Problem to work on:
Copy each entry precisely as written, and do not carry over the pictures.

Data to process:
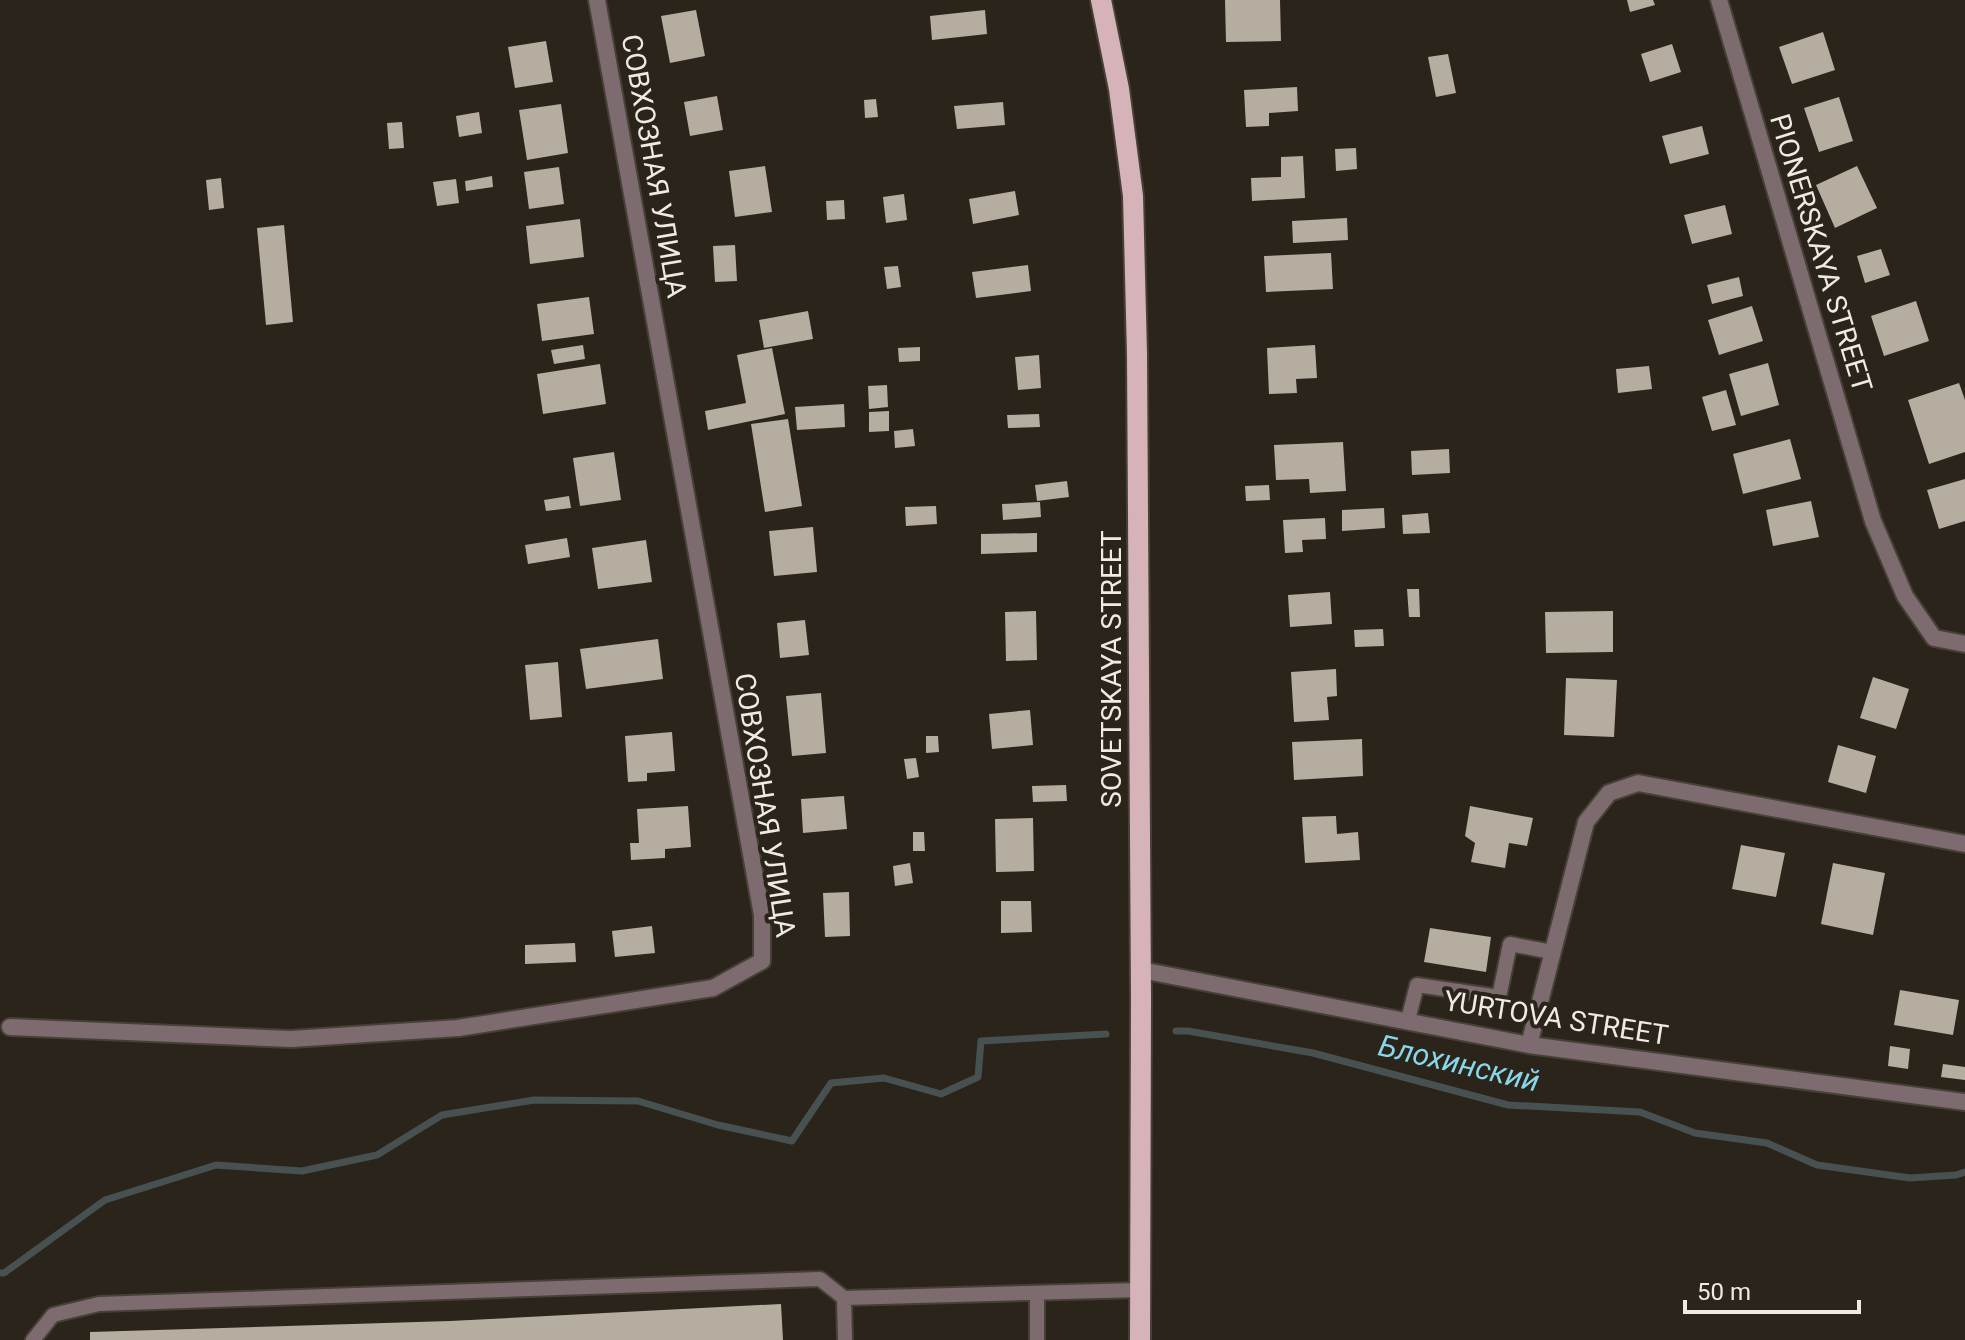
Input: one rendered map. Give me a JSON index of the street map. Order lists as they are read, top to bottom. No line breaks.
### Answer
{"streets":{"main road":["SOVETSKAYA STREET"],"street":["СОВХОЗНАЯ УЛИЦА","PIONERSKAYA STREET","YURTOVA STREET"]},"crossings":[["SOVETSKAYA STREET","YURTOVA STREET"]],"water":["Блохинский"],"scale_bar":"50 m"}
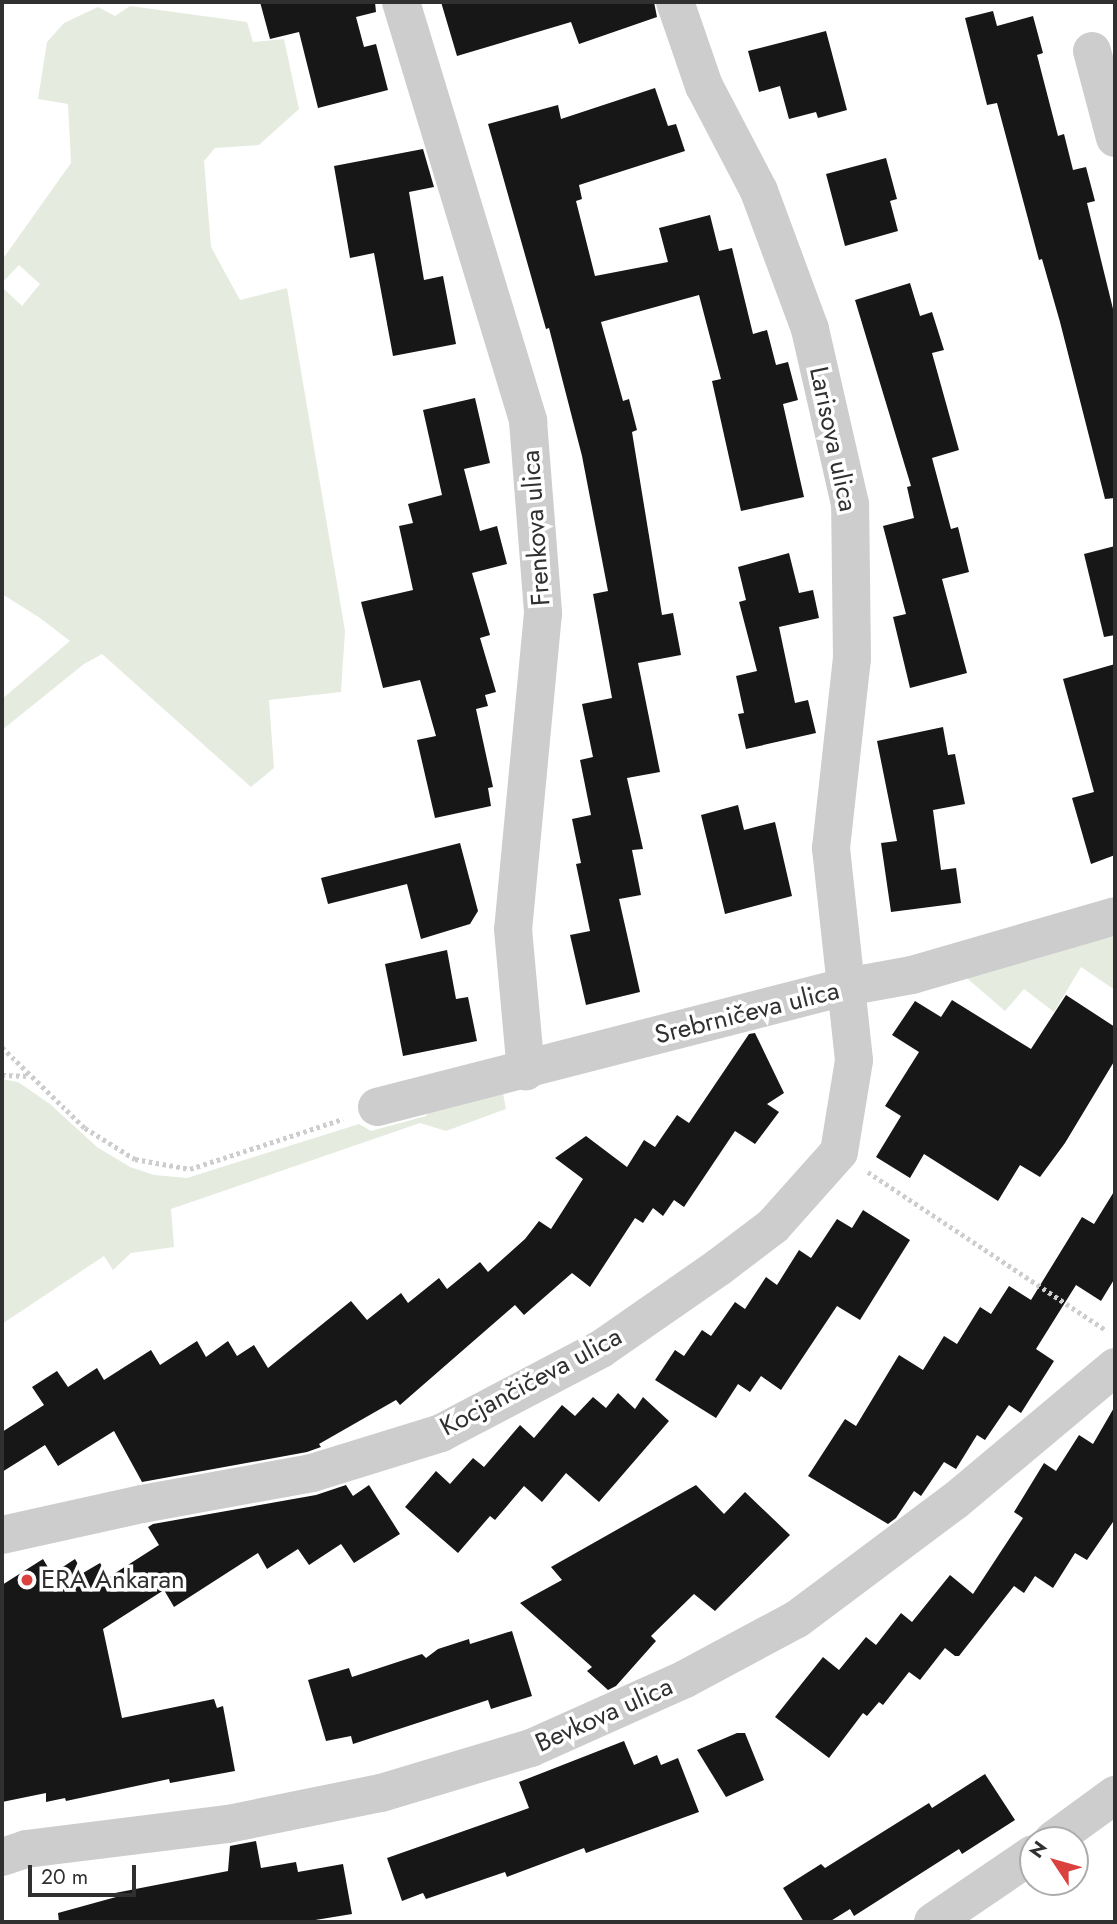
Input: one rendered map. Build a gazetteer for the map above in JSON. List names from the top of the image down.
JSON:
{
  "streets": {
    "street": [
      "Larisova ulica",
      "Frenkova ulica",
      "Srebrničeva ulica",
      "Kocjančičeva ulica",
      "Bevkova ulica"
    ]
  },
  "crossings": [
    ["Larisova ulica", "Srebrničeva ulica"],
    ["Frenkova ulica", "Srebrničeva ulica"]
  ],
  "places": ["ERA Ankaran"],
  "scale_bar": "20 m",
  "north": "top left"
}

Your solution:
Input: one rendered map. Give me a JSON index of the street map. Order lists as they are read, top to bottom. No line breaks.
### Answer
{"streets":{"main road":["SOVETSKAYA STREET"],"street":["СОВХОЗНАЯ УЛИЦА","PIONERSKAYA STREET","YURTOVA STREET"]},"crossings":[["SOVETSKAYA STREET","YURTOVA STREET"]],"water":["Блохинский"],"scale_bar":"50 m"}
Input: one rendered map. Build a gazetteer for the map above in JSON. List names from the top of the image down.
JSON:
{
  "streets": {
    "street": [
      "Larisova ulica",
      "Frenkova ulica",
      "Srebrničeva ulica",
      "Kocjančičeva ulica",
      "Bevkova ulica"
    ]
  },
  "crossings": [
    ["Larisova ulica", "Srebrničeva ulica"],
    ["Frenkova ulica", "Srebrničeva ulica"]
  ],
  "places": ["ERA Ankaran"],
  "scale_bar": "20 m",
  "north": "top left"
}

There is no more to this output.